Organised by the Institute of Advanced Studies and the University's Research Staff Association, this series showcases Loughborough University’s Research Fellows, who present their cutting-edge research and outline their career to date.
In his talk entitled Listening to Infrastructure: Acoustic Emission Monitoring in Geotechnical Engineering, Dr Smith will discuss the urgent need for improved and affordable health monitoring capability to facilitate geotechnical infrastructure stewardship (eg slopes, foundations, dams and pipes) as a result of existing infrastructure assets deteriorating, and new assets being designed and constructed to withstand uncertain future conditions.
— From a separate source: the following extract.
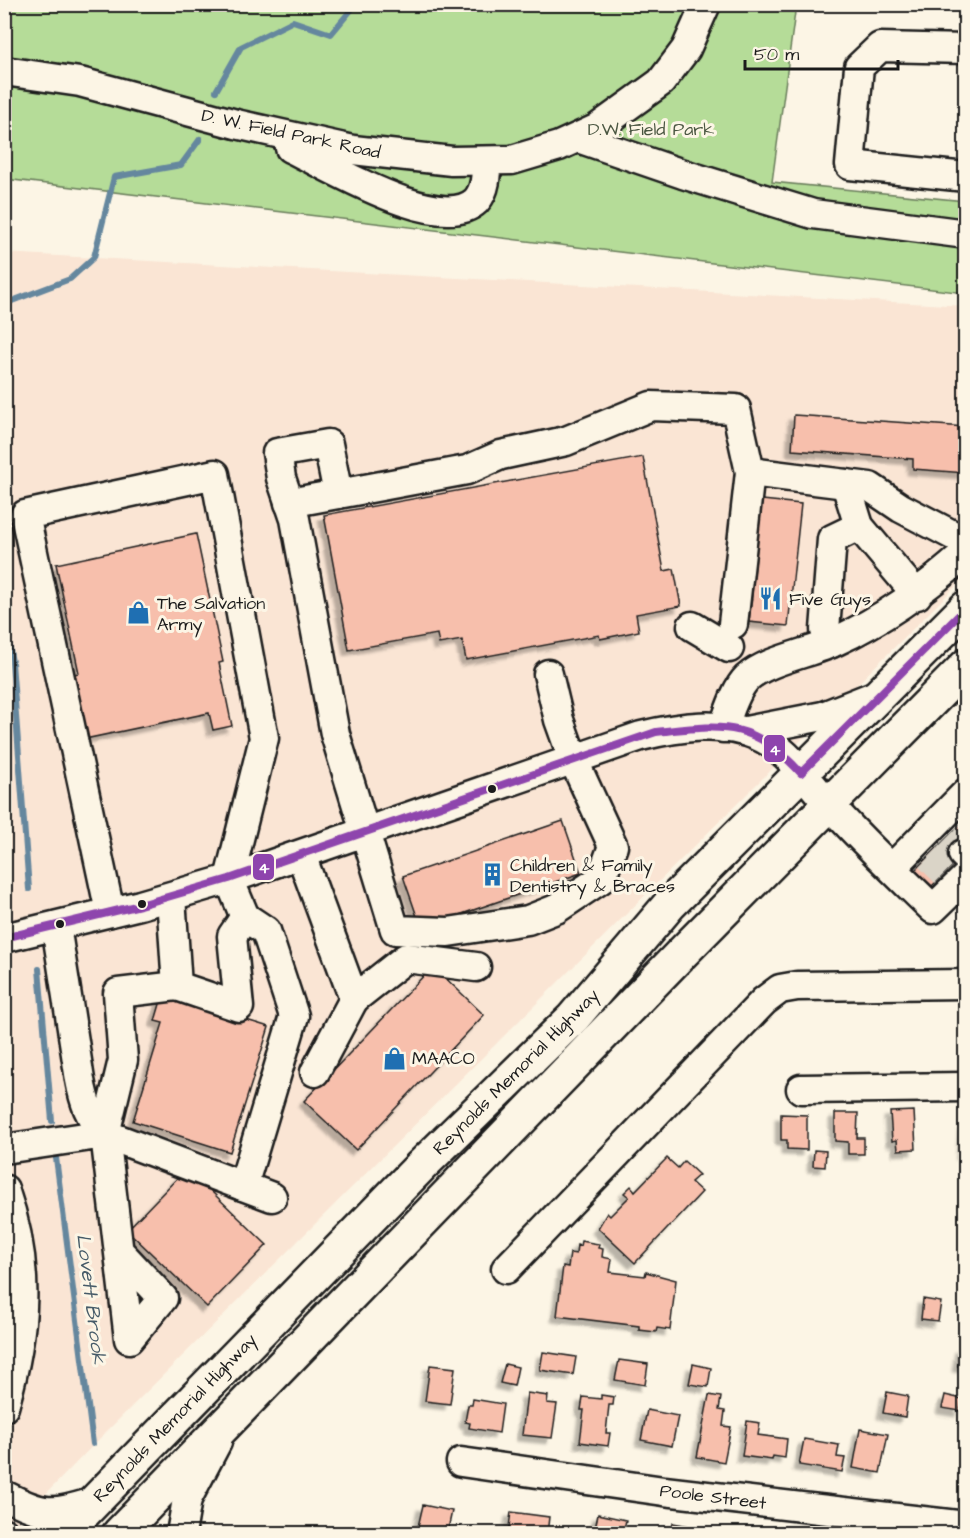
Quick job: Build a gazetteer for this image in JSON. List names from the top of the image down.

All infrastructure rests in or on the ground (ie soil). Proportions of energy dissipated during deformation of soil, soil-structural interactions and soil seepage processes are converted to heat and sound. The high-frequency (>10kHz) component of this sound energy is called acoustic emission (AE). It has been established that detected AE rates are proportional to rates of soil deformation and can be used to provide early information on deterioration and failure. AE instrumentation is now available for continuous and real-time geotechnical monitoring.
This presentation will introduce AE generation mechanisms and monitoring approaches in geotechnical engineering, it will describe the development and use of AE sensors for landslide early warning and detail on-going research to deliver AE monitoring solutions for a range of geotechnical applications such as buried pipelines and earth dams.
The presentation will also share details of Dr Smith’s journey towards securing a Phillip Leverhulme Prize.
Dr Alister Smith is a Senior Lecturer in Civil Engineering in the School of Architecture, Building and Civil Engineering. He leads the Listening to Infrastructure research programme, which is developing acoustic emission (AE) sensing technologies for health monitoring of buried infrastructure systems.
His research has been funded by a series of personal awards, including a Doctoral Prize Fellowship, an EPSRC Postdoctoral Fellowship and the Philip Leverhulme Prize in Engineering. He was a co-inventor of AE landslide early warning systems that have been commercialised by RST Instruments Ltd (Geo Acoustic Aware).
He is also a Co-Investigator of the EPSRC Programme Grant, ACHILLES, which is investigating the impacts of climate change on infrastructure earthworks. He has received multiple awards for his research and enterprise activities, including the Thomas Telford Premium and the Hawley Award for Engineering Innovation.
The lecture will take place online from 12.30pm-1.30pm.